The three main characters—Rachel the witch, Ivy the vampire, and Jenks the pixy—are intriguing. All three are loyal, courageous, and likeable, but each has flaws that make for interesting reading. Rachel is principled, determined, and quick to adapt, but despite her fear of the black magic that killed her father, she’s too drawn toward danger for her own good. Ivy has dark secrets in her past, and although she longs for Rachel’s trust and hasn’t drunk blood in three years, she’s on edge and close to sinking her teeth in Rachel’s neck. Jenks is a family man with a loving wife and a swarm of cheerful, battle-savvy children, but his pride and his temper are quick to flare, and his tongue cuts as sharply as his sword.

Add a host of entertaining secondary characters, physical action, quiet humor, supernatural confrontation, sexual tension, a deadly demon, murderous fairies, and liberal use of spells and ley line magic. Stir well, and you have a thoroughly enchanting and clever novel.

Dead Witch Walking not only completely satisfies as a standalone read, but also simultaneously sets up characters and tension that will develop in ever more surprising ways as Rachel Morgan’s story continues in the next three novels in the series: The Good, the Bad, and the Undead; Every Which Way But Dead; and A Fistful of Charms.

Terry Pratchett’s The Truth

I just finished reading Terry Pratchett’s fantasy novel The Truth. It’s the second Pratchett book I’ve ever read (the first was Going Postal), and I absolutely loved it. I laughed out loud and felt quite jolly, even during the occasional gruesome bits.

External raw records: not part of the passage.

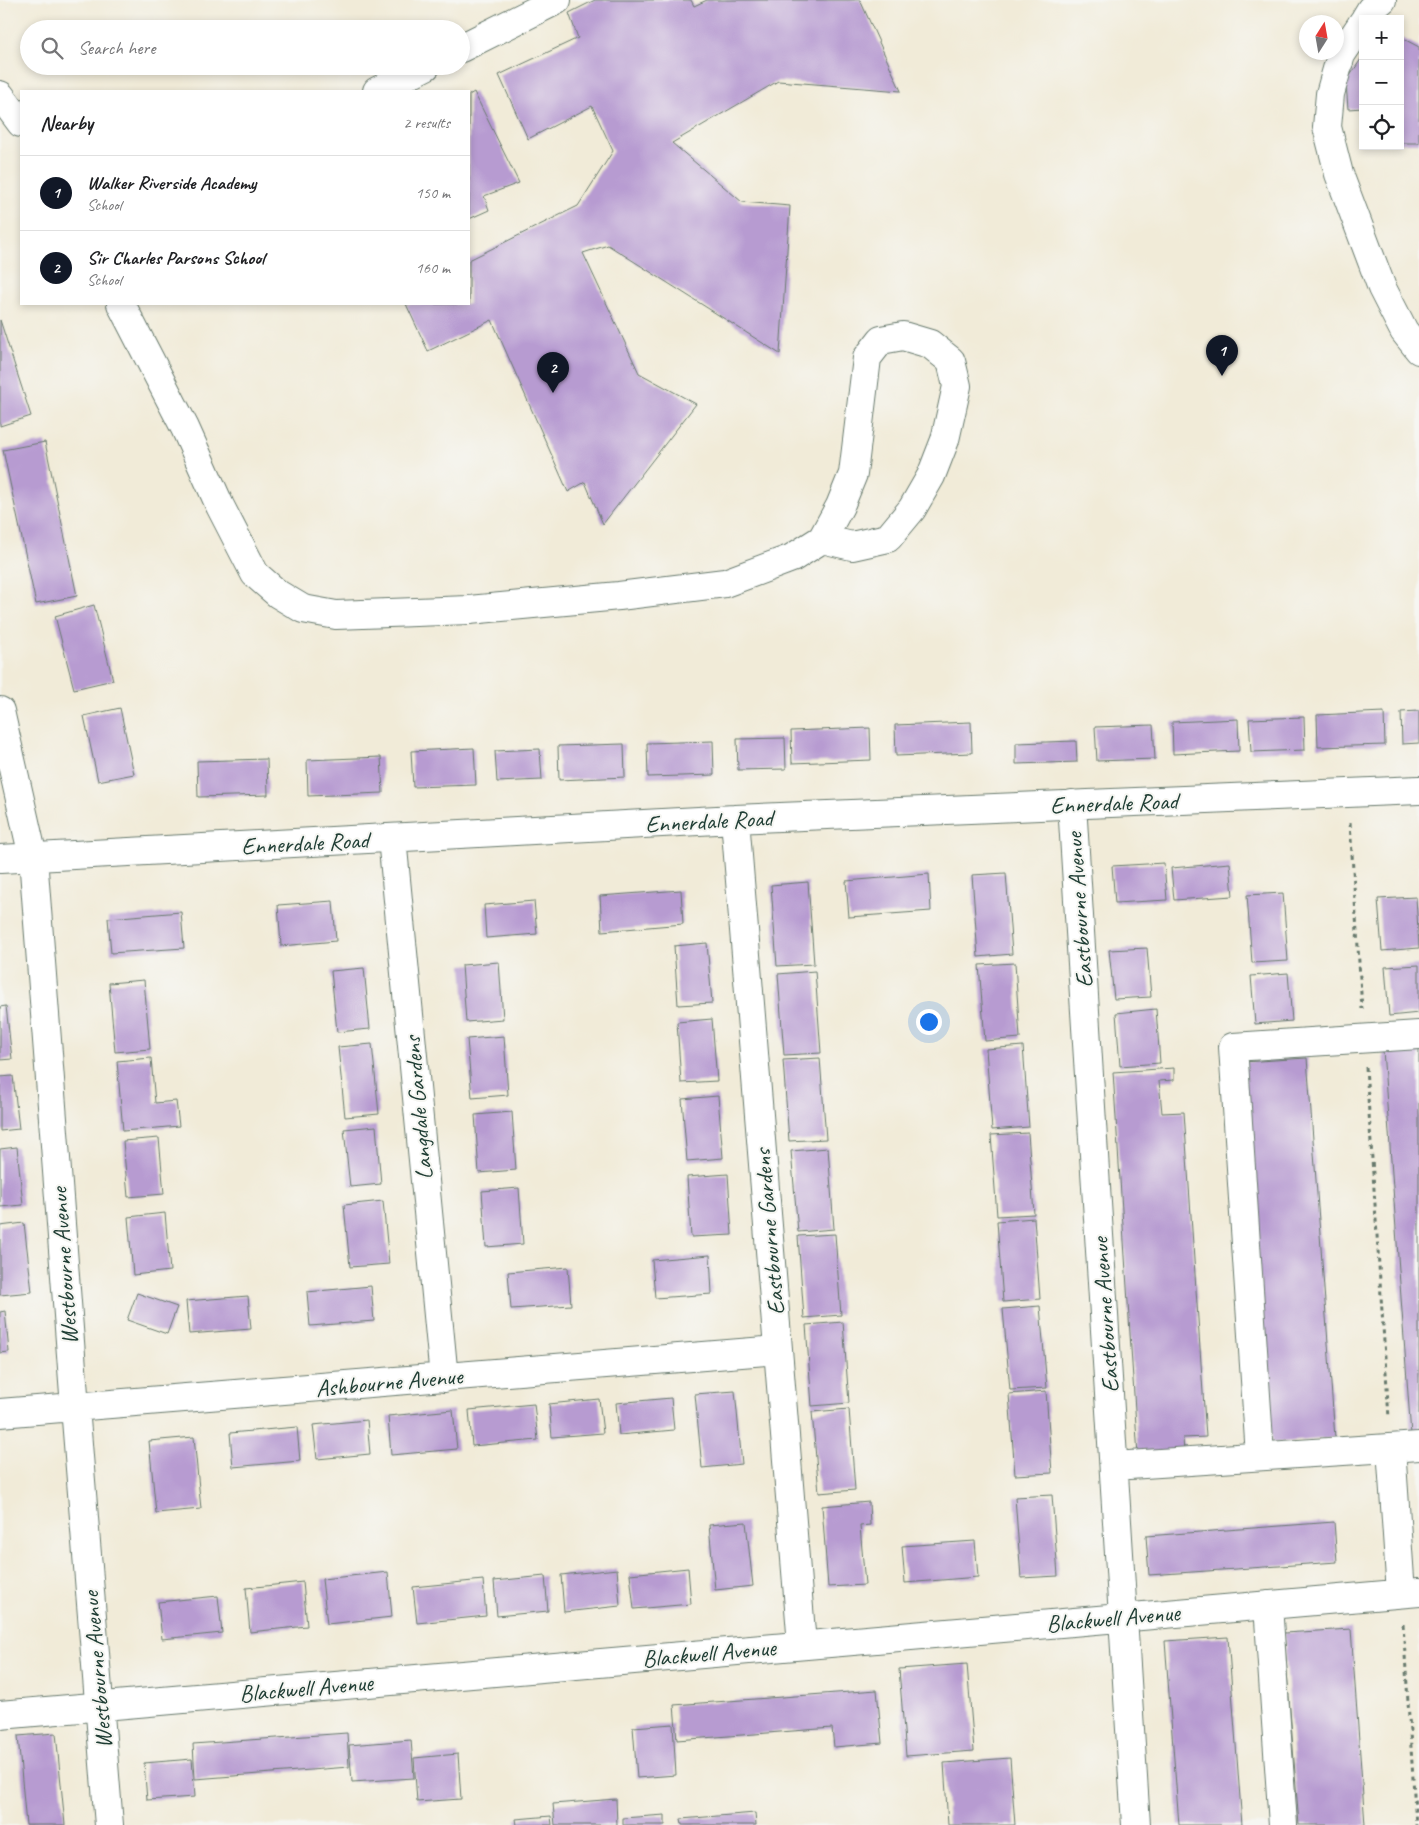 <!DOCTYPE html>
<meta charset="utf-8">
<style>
:root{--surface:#fff;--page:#f6f6f6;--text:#202124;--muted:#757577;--line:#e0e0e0;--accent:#111827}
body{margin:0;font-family:Caveat,sans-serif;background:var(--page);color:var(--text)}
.controls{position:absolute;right:15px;top:15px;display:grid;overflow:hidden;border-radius:0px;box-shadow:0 2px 8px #0003}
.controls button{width:45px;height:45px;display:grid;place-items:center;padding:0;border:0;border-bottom:1px solid var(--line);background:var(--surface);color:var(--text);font:25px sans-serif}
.compass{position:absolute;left:1299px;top:15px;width:45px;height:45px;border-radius:50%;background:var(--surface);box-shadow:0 2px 8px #0003;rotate:11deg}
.you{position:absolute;left:928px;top:1021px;width:18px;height:18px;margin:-12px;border:4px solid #fff;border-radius:50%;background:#1a73e8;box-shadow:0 0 0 8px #1a73e833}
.badge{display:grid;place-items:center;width:32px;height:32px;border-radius:50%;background:var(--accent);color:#fff;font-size:16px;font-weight:700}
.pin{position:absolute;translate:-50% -41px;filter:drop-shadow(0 1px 2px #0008)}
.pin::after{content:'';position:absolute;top:26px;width:18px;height:15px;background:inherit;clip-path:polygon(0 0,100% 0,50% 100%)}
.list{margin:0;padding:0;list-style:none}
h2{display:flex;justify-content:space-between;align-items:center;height:65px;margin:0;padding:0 20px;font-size:21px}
h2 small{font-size:16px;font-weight:400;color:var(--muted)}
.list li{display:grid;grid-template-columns:32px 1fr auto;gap:15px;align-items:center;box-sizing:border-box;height:75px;padding:0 20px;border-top:1px solid var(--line)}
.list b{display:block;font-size:19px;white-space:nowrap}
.list p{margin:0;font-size:16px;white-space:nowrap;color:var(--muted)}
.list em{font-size:16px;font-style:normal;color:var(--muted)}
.icon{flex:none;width:28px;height:28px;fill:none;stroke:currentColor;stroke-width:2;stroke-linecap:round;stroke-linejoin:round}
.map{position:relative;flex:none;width:1419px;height:1825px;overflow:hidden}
.search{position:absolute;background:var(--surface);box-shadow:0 2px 8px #0003;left:20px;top:20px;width:450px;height:55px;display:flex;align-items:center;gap:12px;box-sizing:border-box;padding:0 18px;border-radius:28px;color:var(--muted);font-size:19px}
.panel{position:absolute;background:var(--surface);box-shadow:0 2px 8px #0003;left:20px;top:90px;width:450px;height:215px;border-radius:0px}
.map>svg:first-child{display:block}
.building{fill:#b79bd1}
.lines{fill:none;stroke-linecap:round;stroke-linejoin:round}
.minor-casing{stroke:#687a6d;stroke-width:30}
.path{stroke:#687a6d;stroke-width:3;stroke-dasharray:4 4;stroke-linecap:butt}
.minor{stroke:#fff;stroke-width:28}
.labels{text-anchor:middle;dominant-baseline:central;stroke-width:4;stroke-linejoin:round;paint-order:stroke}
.street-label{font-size:24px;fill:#1f3d34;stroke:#f6f6f2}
</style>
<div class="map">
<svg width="1419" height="1825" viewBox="0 0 1419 1825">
<rect width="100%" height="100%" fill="#f6f6f2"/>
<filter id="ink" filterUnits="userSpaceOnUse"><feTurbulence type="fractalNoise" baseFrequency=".02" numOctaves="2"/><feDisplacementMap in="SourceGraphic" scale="10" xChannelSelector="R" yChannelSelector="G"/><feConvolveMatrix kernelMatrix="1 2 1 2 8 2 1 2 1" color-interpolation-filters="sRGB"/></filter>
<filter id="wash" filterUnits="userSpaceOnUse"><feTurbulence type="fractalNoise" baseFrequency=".0096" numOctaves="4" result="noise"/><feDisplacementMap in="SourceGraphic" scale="20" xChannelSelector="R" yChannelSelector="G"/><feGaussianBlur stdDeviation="1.12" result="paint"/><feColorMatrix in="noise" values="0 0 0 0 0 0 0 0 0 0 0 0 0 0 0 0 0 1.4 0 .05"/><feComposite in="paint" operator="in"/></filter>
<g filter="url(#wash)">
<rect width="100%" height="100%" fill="#f1ebd8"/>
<g id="blocks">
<path class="building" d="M595 0H691L694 6 707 0H860L901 91 778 81 672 143 742 202 790 206 780 354 608 245 583 253 639 373 696 404 603 524 585 482 568 492 492 320 428 351 406 304H469V260L578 206 613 151 592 106 528 139 499 75 578 38 569 13Z
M1400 37 1419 47V143H1400Z
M1363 56V108L1348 109 1346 82Z
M474 92 519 183 484 196 489 210 469 219V95Z
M0 320 31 416 0 426Z
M45 442 77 596 36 604 3 450Z
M94 605 113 680 74 689 55 616Z
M120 708 134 774 98 781 84 716Z
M1419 711V743L1402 744 1401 712Z
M1384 712 1385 745 1318 747 1317 715Z
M1304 717 1305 750 1251 752 1249 719Z
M1238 719 1239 751 1173 754 1172 722Z
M971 722 972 753 896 756 895 725Z
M1153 725 1155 759 1097 761 1095 727Z
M870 728 871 760 792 763 791 731Z
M785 738 786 769 738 770 737 739Z
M713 741 714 775 648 777 647 743Z
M1076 741 1077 762 1016 764V743Z
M624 744 625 777 559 780 558 746Z
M474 748 476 785 413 787 411 751Z
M540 749 542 780 497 782 495 751Z
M381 757 383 793 308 796 307 760Z
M267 759 268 795 198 797 197 761Z
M1164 863 1167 900 1115 903 1112 866Z
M1230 863 1233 896 1174 900 1171 868Z
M1006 873 1012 954 978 957 972 875Z
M929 874 931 911 849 917 846 881Z
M808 882 814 964 777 966 771 885Z
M681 890 683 924 602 931 600 896Z
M1283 893 1288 961 1252 963 1247 895Z
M1416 897 1419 948 1382 951 1378 899Z
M333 901 336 941 281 946 278 905Z
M534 901 537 934 486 938 484 905Z
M181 912 184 948 111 953 108 918Z
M707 943 712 1003 678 1005 674 946Z
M1147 948 1151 997 1114 999 1109 950Z
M499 962 503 1019 466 1022 462 965Z
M1015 963 1020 1038 985 1041 979 965Z
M1419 965V1013L1389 1016 1385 967Z
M364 968 370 1029 337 1032 331 971Z
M815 971 821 1053 784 1055 778 974Z
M1288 973 1292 1021 1255 1024 1251 976Z
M144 980 150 1049 115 1052 109 983Z
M6 1006 12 1059 0 1060V1007Z
M1156 1009 1160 1063 1120 1066 1116 1013Z
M712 1019 717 1081 681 1083 677 1022Z
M504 1036 508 1095 472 1098 467 1039Z
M372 1044 379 1114 345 1117 338 1047Z
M1023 1046 1029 1127 992 1130 986 1049Z
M1419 1047V1434L1411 1435 1383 1050Z
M151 1058 155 1103 176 1101 179 1126 123 1131 117 1061Z
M820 1058 826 1139 789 1141 783 1060Z
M1307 1058 1335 1438 1272 1443 1243 1062Z
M1174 1068V1080L1159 1081 1162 1113 1184 1112 1206 1437 1183 1438 1184 1452 1138 1456 1113 1072Z
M13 1076 19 1129 0 1131V1077Z
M718 1096 723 1158 687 1161 682 1099Z
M512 1112 516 1170 479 1173 475 1115Z
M376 1126 381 1184 350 1187 344 1129Z
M1028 1133 1034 1214 997 1216 991 1135Z
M159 1138 164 1194 128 1197 123 1141Z
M17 1147 23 1205 0 1207V1149Z
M828 1148 834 1229 798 1232 791 1151Z
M728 1174 732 1235 691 1237 687 1177Z
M519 1188 523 1244 486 1247 482 1191Z
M383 1201 389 1264 350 1267 344 1205Z
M165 1213 170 1271 133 1275 128 1217Z
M1034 1218 1040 1299 1003 1302 997 1221Z
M24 1223 32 1292 0 1295V1226Z
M835 1234 841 1315 804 1318 798 1236Z
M710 1255 712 1294 655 1298 652 1260Z
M568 1267 571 1305 511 1309 508 1272Z
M371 1286 374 1321 310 1326 307 1292Z
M137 1293 177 1307 167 1334 127 1320Z
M248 1296 251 1329 189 1334 186 1301Z
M1040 1306 1047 1388 1010 1390 1003 1309Z
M5 1311 9 1352 0 1353V1312Z
M843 1322 849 1403 812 1406 806 1325Z
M735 1391 742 1464 702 1468 695 1394Z
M1046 1391 1052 1473 1015 1475 1009 1394Z
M671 1398 674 1430 619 1435 616 1403Z
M599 1399 603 1433 552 1437 549 1404Z
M534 1404 538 1440 472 1446 469 1410Z
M849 1409 855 1490 819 1493 812 1412Z
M453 1410 457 1449 391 1455 388 1416Z
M367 1420 370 1454 317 1459 313 1425Z
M297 1427 300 1461 233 1467 230 1433Z
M194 1437 201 1509 156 1513 149 1441Z
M1052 1495 1058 1576 1021 1578 1015 1497Z
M869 1502 870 1525 860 1526 865 1585 828 1587 822 1506Z
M746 1522 753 1586 715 1590 709 1525Z
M1334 1522 1337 1562 1149 1575 1146 1536Z
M975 1541 978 1577 905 1583 902 1546Z
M688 1568 691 1604 634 1609 630 1574Z
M617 1569 620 1606 564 1612 561 1575Z
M388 1572 392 1617 327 1624 322 1579Z
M545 1576 548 1611 497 1616 494 1581Z
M483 1580 486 1616 417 1623 413 1587Z
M303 1582 307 1626 250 1632 246 1588Z
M218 1596 222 1633 162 1639 158 1602Z
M1351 1629 1365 1825H1299L1284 1633Z
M1228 1637 1242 1825H1179L1165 1641Z
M967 1664 974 1751 906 1756 899 1669Z
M877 1690 882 1743 834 1747 832 1728 677 1740 674 1705Z
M673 1724 676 1775 637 1778 633 1727Z
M56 1733 65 1825H26L18 1736Z
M347 1733 349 1767 195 1779 193 1744Z
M411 1740 414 1778 352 1782 349 1745Z
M458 1754 461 1799 417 1802 414 1758Z
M1010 1758 1015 1825H948L944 1763Z
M192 1759 195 1797 147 1800 144 1763Z
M616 1799 617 1825H555L553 1804Z
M755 1813 756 1825H682L681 1819Z
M665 1815V1825H623V1818Z
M551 1816 552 1825H517L516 1819Z"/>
</g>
</g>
<g filter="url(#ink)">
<use href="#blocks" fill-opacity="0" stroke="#687a6d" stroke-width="1"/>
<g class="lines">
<g class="minor-casing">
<path id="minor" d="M1365 19 1371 9 1382 0
M1363 22 1341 55 1330 94 1327 127 1339 174 1382 288 1404 331 1419 350
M461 48 557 0
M377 91 426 66
M0 95 21 123
M121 304 185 428 220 506 255 574 278 594 303 609 336 615 469 610 619 596 725 583 792 558 822 539 840 506 853 474 867 358 881 340 903 336 930 344 951 361 957 386 945 440 931 476 912 509 888 538 852 546 822 539
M0 711 33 857 75 1407 109 1825
M1072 804 1136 1825
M735 819 802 1645
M392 838 444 1378
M0 859 735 819 1419 790
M0 1413 778 1350
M1391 1448 1401 1593
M1260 1456 1233 1047 1419 1035
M1114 1466 1419 1446
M1268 1605 1283 1825
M0 1715 1419 1592"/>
</g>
<path class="path" d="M1350 823 1362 1009
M1366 1067 1389 1418
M1403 1624 1416 1825"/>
<use href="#minor" class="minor"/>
</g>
</g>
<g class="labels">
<g class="street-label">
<text transform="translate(1114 803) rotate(-2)">Ennerdale Road</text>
<text transform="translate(709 821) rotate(-3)">Ennerdale Road</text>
<text transform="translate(305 843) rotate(-3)">Ennerdale Road</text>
<text transform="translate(1079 910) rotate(-94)">Eastbourne Avenue</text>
<text transform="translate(418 1108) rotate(-95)">Langdale Gardens</text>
<text transform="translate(769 1232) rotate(-95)">Eastbourne Gardens</text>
<text transform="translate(64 1266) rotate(-94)">Westbourne Avenue</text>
<text transform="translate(1105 1315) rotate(-94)">Eastbourne Avenue</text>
<text transform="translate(389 1382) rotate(-5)">Ashbourne Avenue</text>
<text transform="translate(1113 1618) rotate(-5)">Blackwell Avenue</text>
<text transform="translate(709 1653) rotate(-5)">Blackwell Avenue</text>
<text transform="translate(97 1670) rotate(-95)">Westbourne Avenue</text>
<text transform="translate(306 1688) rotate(-5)">Blackwell Avenue</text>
</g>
</g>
</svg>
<div class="controls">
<button>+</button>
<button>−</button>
<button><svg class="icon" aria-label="locate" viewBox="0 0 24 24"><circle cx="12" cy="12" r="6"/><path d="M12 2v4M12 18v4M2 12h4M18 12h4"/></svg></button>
</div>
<svg class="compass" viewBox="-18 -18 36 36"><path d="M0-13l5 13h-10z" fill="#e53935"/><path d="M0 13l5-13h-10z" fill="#757577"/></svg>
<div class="you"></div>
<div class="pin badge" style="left:1222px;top:376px">1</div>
<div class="pin badge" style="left:553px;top:393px">2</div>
<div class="search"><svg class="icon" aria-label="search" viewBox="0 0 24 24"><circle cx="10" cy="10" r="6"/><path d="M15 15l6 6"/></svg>Search here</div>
<section class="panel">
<h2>Nearby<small>2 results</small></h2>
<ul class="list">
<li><span class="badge">1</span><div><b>Walker Riverside Academy</b><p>School</p></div><em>150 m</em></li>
<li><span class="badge">2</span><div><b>Sir Charles Parsons School</b><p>School</p></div><em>160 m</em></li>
</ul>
</section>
</div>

Amid all the chuckles and zippy plot threads, Pratchett manages to say sage things about the printed news media and the public’s relationship to those media: what’s important and what’s not, what the people will believe and what they prefer not to believe, what obligations the press have to the truth and what obligations they do and don’t have to those in power, and what might or might not be in the public’s interest.

Something I very much enjoyed in both Going Postal and The Truth is that both protagonists get swept up by events and find themselves building by bits and pieces what we in the real world see as established institutions. Lacking definite plans, the protagonists cleverly stumble onto methods and ideas that are new to them but old to us, progressing from one method or idea to the next in a somehow simultaneously random and inevitable series of cause and effect. In seeing through their eyes, those methods and ideas become new again to readers.

I am definitely going to add more of Pratchett’s novels to my list of books to read.